Why is 'linguistic clarity' considered a civic responsibility?
Snyder argues that authoritarian movements rely on the degradation of language and the spread of propaganda. Maintaining precise vocabulary and refusing to adopt the state's framing of reality is a necessary defense against the normalization of lies.
How does Heather Cox Richardson frame the contest between political equality and resistance in American history?
In Democracy Awakening, Richardson traces a recurring cycle where expansions of democratic equality (such as during Reconstruction or the New Deal) are met with a backlash from those seeking to consolidate power through narrative manipulation and structural exclusion.
Why does Danielle Allen argue that political equality is the foundation of self-government?
In Our Declaration, Allen argues that without political equality, collective self-governance is impossible because a community cannot make legitimate decisions if some members are fundamentally excluded from the process of deliberation and consent.
Which constitutional features does Robert Dahl identify as systematically underrepresenting democratic majorities?
Dahl highlights several 'undemocratic' features of the U.S. Constitution: the Senate's unequal representation, the Electoral College, judicial review by an unelected court, and the extreme difficulty of the amendment process.
Engagement Actions
Foundation
Name what you're defending. Before beginning this module, write your working definitions of democracy, civic norms, and rule of law. Not dictionary definitions - your definitions, based on what you've lived. After finishing the Start Here readings, rewrite them. The gap between the two versions is the beginning of your political education. Share your revised definitions with your reading cell. What you can name clearly, you can defend deliberately.
Take your democracy's pulse. The guardrails framework identifies mutual toleration and institutional forbearance as the core norms that keep democracies functional. Choose one institution you interact with directly - your local school board, your state legislature, your professional association - and assess whether these norms are intact, under pressure, or broken. Write one page and add it to your Local Index. This is not an alarm; it is a baseline. Healthy democracies have healthy guardrails, and knowing which ones are intact is as important as knowing which are stressed.
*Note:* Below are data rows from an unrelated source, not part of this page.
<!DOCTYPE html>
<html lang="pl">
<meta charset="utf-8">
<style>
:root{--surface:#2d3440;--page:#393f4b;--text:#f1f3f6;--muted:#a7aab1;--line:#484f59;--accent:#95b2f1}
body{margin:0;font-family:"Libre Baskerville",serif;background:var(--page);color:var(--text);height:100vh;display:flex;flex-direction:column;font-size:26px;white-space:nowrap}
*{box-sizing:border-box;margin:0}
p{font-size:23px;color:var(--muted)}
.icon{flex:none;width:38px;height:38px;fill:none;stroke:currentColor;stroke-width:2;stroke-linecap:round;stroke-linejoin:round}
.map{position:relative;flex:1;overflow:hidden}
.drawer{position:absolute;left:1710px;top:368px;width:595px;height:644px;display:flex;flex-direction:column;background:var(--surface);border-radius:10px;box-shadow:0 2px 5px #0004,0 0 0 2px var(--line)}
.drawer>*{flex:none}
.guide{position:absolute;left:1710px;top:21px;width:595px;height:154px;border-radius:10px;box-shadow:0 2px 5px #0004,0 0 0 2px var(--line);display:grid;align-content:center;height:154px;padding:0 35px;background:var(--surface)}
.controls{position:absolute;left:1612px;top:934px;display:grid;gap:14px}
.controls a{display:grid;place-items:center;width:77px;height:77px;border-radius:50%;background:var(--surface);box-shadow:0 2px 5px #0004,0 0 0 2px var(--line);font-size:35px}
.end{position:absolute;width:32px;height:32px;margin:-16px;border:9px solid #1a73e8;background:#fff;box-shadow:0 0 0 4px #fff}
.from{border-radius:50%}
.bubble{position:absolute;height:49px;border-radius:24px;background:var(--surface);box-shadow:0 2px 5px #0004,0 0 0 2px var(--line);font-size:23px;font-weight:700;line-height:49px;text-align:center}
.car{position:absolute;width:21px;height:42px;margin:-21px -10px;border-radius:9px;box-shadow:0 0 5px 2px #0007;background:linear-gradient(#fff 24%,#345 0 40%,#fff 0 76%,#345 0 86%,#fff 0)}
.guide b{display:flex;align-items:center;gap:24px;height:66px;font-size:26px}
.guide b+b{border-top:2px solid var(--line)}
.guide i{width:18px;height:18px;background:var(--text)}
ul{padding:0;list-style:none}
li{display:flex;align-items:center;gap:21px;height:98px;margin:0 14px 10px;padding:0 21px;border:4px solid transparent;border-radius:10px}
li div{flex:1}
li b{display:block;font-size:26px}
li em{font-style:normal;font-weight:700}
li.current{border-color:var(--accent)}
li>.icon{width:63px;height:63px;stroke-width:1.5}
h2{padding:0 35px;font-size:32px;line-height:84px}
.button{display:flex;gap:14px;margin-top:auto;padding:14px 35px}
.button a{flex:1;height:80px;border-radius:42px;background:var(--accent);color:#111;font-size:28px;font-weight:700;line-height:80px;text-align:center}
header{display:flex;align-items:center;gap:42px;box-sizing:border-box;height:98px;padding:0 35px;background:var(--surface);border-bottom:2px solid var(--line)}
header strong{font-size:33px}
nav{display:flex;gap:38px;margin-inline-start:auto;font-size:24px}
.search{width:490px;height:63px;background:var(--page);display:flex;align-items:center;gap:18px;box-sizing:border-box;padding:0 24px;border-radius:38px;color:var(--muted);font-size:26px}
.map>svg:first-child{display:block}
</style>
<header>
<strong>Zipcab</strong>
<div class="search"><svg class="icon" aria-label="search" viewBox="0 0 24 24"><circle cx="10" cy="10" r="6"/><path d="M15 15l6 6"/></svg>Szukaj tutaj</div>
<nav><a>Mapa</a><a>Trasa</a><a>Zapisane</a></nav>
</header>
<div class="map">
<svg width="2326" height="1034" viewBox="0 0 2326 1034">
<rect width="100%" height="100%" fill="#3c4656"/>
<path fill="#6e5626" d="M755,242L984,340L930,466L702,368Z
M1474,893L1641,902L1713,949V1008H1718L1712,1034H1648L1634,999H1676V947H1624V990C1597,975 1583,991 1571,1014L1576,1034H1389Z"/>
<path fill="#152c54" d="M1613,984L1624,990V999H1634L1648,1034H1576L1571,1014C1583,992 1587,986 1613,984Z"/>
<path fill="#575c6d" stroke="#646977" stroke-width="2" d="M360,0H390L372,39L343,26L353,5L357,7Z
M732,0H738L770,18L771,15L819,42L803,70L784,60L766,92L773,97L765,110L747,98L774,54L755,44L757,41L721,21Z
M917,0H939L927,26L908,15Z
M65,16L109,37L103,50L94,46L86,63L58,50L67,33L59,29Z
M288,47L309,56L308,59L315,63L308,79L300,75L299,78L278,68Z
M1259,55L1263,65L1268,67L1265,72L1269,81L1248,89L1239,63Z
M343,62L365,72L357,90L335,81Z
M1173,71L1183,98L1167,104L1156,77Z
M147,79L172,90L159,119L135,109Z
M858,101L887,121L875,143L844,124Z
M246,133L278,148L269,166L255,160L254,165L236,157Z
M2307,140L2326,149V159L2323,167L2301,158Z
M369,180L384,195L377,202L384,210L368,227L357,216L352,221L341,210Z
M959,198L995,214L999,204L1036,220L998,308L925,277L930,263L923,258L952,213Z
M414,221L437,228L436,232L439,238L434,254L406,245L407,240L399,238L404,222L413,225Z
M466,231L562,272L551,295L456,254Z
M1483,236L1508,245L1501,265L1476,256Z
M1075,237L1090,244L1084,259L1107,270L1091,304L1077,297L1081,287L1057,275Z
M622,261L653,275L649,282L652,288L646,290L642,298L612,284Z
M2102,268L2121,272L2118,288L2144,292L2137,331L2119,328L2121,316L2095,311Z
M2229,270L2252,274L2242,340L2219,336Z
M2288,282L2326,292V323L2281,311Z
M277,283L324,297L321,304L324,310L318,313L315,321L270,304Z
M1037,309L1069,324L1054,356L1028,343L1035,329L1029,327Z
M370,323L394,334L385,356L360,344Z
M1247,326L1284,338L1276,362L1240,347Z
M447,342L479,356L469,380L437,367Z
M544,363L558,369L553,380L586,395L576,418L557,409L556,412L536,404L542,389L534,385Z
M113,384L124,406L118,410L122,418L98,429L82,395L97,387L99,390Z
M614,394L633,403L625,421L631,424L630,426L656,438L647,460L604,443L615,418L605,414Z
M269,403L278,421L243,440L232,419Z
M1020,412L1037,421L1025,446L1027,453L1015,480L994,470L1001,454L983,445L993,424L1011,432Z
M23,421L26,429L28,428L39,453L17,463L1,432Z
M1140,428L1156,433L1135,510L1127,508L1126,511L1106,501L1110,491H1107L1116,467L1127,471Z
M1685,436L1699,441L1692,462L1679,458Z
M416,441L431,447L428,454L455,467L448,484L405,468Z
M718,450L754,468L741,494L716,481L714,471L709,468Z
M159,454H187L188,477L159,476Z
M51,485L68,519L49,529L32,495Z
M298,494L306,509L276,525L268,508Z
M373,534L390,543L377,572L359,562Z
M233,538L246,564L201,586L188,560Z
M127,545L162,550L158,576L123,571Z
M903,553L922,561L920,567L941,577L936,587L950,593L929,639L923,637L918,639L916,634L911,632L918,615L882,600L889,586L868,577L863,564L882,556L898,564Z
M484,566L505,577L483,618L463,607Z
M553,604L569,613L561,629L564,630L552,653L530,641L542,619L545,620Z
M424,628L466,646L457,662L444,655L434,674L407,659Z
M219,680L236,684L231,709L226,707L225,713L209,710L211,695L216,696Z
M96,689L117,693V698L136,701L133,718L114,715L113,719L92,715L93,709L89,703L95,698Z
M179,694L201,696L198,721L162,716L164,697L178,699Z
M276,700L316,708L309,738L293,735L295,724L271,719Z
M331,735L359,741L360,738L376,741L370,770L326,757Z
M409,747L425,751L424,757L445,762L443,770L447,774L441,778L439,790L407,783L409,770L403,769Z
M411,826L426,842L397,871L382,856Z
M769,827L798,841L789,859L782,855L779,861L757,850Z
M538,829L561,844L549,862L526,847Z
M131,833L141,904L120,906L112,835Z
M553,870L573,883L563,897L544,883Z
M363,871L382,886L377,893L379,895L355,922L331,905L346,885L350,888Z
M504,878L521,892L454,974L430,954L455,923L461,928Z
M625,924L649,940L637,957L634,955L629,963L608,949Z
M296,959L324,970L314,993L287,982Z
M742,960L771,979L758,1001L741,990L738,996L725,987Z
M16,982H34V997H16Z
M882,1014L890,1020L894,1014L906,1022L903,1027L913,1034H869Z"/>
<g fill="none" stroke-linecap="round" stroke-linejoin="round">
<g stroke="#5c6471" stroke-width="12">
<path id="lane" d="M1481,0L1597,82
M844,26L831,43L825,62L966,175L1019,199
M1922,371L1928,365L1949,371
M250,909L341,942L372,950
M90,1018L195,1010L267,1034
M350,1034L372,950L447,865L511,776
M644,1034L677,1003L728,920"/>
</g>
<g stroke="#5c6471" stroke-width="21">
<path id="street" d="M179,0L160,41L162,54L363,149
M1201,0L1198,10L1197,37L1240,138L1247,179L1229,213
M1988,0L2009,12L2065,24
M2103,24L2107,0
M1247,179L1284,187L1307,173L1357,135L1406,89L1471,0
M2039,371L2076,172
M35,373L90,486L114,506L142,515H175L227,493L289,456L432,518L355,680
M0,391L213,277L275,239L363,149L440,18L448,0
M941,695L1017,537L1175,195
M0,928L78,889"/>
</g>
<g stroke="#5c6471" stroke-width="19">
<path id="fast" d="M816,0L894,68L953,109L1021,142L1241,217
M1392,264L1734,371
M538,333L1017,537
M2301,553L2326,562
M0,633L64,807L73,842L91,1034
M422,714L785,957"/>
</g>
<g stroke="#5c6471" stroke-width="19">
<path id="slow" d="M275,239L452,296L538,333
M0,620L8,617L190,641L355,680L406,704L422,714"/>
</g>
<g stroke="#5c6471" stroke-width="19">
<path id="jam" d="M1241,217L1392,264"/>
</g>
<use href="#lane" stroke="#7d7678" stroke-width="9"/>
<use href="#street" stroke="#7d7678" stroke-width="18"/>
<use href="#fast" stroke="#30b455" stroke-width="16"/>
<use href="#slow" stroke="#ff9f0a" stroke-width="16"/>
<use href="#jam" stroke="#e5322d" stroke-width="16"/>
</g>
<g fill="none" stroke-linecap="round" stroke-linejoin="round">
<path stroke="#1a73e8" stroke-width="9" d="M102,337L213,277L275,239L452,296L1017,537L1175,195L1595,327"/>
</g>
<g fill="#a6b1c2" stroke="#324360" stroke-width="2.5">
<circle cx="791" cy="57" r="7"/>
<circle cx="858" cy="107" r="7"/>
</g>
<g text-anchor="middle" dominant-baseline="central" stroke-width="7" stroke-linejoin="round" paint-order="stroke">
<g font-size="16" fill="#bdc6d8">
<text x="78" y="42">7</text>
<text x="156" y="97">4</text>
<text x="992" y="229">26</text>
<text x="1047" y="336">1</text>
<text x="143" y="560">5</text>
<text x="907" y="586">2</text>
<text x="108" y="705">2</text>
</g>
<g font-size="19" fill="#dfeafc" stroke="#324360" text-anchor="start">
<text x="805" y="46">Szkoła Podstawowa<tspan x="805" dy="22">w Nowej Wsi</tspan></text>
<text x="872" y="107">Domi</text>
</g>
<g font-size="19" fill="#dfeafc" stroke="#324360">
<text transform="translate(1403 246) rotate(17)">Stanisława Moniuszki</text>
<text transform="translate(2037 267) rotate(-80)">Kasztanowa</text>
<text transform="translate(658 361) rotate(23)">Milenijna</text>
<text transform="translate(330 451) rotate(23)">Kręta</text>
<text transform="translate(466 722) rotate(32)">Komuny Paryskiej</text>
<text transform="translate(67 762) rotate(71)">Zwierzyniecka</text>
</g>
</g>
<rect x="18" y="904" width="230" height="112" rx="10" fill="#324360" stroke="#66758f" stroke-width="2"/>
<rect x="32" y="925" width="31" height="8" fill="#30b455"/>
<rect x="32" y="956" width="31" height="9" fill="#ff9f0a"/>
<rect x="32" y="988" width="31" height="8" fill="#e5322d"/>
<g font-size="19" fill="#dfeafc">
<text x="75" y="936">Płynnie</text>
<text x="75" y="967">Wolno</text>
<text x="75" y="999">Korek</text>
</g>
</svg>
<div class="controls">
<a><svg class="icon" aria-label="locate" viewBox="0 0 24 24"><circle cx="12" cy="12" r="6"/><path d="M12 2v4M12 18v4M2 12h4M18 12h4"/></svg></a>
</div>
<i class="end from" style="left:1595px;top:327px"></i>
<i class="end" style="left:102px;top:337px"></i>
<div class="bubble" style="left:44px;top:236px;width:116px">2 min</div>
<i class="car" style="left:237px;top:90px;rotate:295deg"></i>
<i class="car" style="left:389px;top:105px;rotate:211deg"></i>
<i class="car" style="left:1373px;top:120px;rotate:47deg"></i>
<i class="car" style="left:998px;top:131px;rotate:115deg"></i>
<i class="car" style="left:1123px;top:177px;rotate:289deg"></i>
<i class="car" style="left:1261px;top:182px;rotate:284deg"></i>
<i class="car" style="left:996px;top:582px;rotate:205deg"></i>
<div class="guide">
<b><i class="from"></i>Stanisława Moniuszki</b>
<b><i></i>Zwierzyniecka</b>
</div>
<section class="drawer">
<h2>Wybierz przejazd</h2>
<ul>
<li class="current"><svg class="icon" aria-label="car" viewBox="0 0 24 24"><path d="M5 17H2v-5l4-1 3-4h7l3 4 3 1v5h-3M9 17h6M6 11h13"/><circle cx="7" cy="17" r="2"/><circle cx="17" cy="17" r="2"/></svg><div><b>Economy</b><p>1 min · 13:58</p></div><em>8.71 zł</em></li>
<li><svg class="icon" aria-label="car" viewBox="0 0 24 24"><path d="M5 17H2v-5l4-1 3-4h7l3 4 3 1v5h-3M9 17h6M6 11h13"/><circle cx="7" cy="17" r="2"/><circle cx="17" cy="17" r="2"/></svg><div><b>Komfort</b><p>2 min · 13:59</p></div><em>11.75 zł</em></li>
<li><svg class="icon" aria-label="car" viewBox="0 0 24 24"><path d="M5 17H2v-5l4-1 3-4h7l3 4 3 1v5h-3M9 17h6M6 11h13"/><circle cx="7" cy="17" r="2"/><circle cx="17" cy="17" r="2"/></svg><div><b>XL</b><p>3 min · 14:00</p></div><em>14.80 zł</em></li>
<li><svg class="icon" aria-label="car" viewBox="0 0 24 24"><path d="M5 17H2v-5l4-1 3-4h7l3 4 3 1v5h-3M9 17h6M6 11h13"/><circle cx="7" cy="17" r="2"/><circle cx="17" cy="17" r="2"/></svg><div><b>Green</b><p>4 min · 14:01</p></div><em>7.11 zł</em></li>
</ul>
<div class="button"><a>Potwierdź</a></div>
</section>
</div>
Write your democratic autobiography. Drawing on the American history and founding theory in this module: when and how did you first participate in democratic life? Where were you included? Where were you excluded? Where did you feel the promise of the Declaration working, and where did you feel it fall short? This is the personal foundation for the power analysis you will build in Module 4, and the beginning of your public story.
Advanced
Establish your community's democratic baseline. Using the Freedom House scoring framework and Protect Democracy's Authoritarian Playbook as scaffolding (both in Appendix A), assess your jurisdiction across five dimensions: electoral integrity, civil liberties, rule of law, executive constraint, and civic participation. One to two pages. This is not a damage assessment - it is a health record. A community that knows its democratic strengths can defend them. Share it with your reading cell and update it at the end of the full syllabus.